Hamilton Herald Masthead

Editorial


Front Page - Friday, May 17, 2019

Bucking the big-team trend


Foreman, Smith find they can do more alone than many with larger numbers



Realtors John Foreman and Louellen Smith credit their good business chemistry with the success of the Foreman Smith team at Keller Williams Greater Downtown Realty. - Photographs provided

Real estate teams are becoming more common as agents band together in response to consumer demand for comprehensive services and continuous support.

As the number of teams has risen, so has their size. One successful team at Keller Williams Greater Downtown Realty has a workforce of 23, counting buyers and listing specialists, inside sales agents and other staff.

The scope of this and other teams is staggering. But as Marvin Gaye and Kim Weston once sang, “One can have a dream, baby, [and] two can make a dream so real.” Said less poetically, it takes just two Realtors to make a team.

John Foreman and Louellen Smith are such a pair. He’s an outside sales professional turned Realtor and she’s a former personal trainer and restaurant manager who loves selling homes. Together, they make up the Foreman Smith team at Keller Williams Downtown.

Despite being a team of two, Foreman and Smith have posted numbers strong enough to make them one of the top groupings at their office, which has a roster of 314 agents and 13 teams.

In 2018, the pair sold 50 houses totaling $15 million in sales – the third highest number of units for a team and the second highest sales volume for a team at Keller Williams Downtown last year.

The success of the Foreman Smith team is built on a foundation of good chemistry. Like the attraction between oppositely charged ions that enable the creation of a chemical bond, their unique qualities as individual agents have allowed them to form a team that has the strengths needed to succeed in real estate.

Smith uses door knocks as an example of how their differences are complementary.

The pair became acquainted while working daily in the same common area at Keller Williams Downtown. Over the course of a year, they began to hold each other accountable. When Foreman, the more aggressive salesperson of the two, asked Smith if she’d knocked on doors to stir up business, she balked.

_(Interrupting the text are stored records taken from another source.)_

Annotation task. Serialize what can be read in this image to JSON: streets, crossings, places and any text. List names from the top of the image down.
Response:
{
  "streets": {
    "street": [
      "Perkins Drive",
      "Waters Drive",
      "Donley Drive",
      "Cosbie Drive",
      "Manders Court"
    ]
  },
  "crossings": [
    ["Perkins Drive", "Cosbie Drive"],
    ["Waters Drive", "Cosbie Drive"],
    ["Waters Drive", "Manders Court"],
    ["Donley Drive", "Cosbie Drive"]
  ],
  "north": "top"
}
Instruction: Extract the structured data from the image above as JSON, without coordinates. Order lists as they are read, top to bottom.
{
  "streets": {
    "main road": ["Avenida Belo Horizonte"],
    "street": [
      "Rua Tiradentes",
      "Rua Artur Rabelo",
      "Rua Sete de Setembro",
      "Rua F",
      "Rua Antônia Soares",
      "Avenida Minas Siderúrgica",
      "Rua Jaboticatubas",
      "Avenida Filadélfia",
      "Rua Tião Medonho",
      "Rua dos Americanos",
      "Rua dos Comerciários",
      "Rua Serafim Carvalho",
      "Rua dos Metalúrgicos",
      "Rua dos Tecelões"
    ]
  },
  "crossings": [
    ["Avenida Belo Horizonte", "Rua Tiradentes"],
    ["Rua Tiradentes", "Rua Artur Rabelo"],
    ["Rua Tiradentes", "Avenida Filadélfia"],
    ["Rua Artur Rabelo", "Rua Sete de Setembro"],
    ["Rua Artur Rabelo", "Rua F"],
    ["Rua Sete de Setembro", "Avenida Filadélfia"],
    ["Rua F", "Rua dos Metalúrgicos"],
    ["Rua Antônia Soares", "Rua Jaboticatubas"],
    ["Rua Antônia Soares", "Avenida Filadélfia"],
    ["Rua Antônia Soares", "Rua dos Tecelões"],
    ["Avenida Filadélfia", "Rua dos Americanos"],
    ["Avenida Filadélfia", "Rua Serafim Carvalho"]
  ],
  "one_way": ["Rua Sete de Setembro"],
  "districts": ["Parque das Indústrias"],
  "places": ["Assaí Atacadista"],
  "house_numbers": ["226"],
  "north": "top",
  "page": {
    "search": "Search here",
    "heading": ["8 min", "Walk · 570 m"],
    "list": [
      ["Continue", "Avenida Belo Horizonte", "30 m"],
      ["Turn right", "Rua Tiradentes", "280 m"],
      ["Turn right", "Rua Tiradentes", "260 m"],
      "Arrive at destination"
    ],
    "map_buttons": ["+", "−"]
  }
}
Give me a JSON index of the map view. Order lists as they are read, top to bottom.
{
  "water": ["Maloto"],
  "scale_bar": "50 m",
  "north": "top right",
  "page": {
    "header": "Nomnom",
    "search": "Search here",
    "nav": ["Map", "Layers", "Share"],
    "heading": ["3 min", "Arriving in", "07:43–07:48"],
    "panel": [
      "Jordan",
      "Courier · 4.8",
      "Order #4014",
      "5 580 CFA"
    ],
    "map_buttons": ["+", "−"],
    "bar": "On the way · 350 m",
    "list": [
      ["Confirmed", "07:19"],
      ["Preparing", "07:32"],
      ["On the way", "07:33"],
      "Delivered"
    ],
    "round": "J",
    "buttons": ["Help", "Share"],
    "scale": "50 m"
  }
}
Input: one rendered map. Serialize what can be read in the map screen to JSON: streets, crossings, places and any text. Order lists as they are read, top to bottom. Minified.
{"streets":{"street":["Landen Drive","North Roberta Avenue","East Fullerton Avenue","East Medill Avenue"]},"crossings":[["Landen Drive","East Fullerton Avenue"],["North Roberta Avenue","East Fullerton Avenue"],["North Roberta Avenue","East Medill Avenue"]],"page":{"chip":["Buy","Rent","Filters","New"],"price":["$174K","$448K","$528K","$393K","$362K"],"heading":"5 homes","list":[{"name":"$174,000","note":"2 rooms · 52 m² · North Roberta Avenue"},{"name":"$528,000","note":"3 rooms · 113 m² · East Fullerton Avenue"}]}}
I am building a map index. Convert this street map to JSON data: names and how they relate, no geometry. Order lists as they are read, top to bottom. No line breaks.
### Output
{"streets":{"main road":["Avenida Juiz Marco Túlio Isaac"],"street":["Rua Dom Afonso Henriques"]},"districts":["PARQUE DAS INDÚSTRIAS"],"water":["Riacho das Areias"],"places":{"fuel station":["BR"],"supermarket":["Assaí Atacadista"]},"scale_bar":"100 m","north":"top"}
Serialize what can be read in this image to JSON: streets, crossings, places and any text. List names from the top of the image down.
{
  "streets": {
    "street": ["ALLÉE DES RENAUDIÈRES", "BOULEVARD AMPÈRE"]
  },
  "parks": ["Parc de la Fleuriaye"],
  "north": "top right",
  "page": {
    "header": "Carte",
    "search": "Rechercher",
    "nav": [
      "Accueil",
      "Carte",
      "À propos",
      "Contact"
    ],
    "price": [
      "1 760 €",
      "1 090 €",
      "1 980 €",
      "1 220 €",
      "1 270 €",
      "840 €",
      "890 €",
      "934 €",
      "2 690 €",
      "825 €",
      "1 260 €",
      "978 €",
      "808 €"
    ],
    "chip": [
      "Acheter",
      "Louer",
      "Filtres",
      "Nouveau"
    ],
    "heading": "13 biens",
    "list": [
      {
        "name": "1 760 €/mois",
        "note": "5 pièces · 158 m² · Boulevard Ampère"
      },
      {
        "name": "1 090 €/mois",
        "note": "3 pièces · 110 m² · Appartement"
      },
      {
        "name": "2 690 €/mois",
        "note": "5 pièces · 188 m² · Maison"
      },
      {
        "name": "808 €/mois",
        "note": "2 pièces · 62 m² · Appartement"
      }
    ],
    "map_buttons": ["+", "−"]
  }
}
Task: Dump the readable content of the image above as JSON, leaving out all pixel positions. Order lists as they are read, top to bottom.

“I have a different personality than John,” Smith explains. “The idea of knocking on someone’s door terrified me, so I told him I wasn’t going to do it.”

One day, Foreman encouraged his Realtor friend to step out of her comfort zone and join him on a door-knocking excursion. She agreed and, to her surprise, their efforts yielded several appointments.

As they continued their outings, Smith noticed Foreman had a tendency to come on strong when talking with homeowners. Her years as a personal trainer and working in a restaurant had given her empathy for customers, so she encouraged him to dial his aggressiveness down a notch.

As Foreman and Smith balanced each other out, their results increased. They also learned they had something in common: the same work ethic.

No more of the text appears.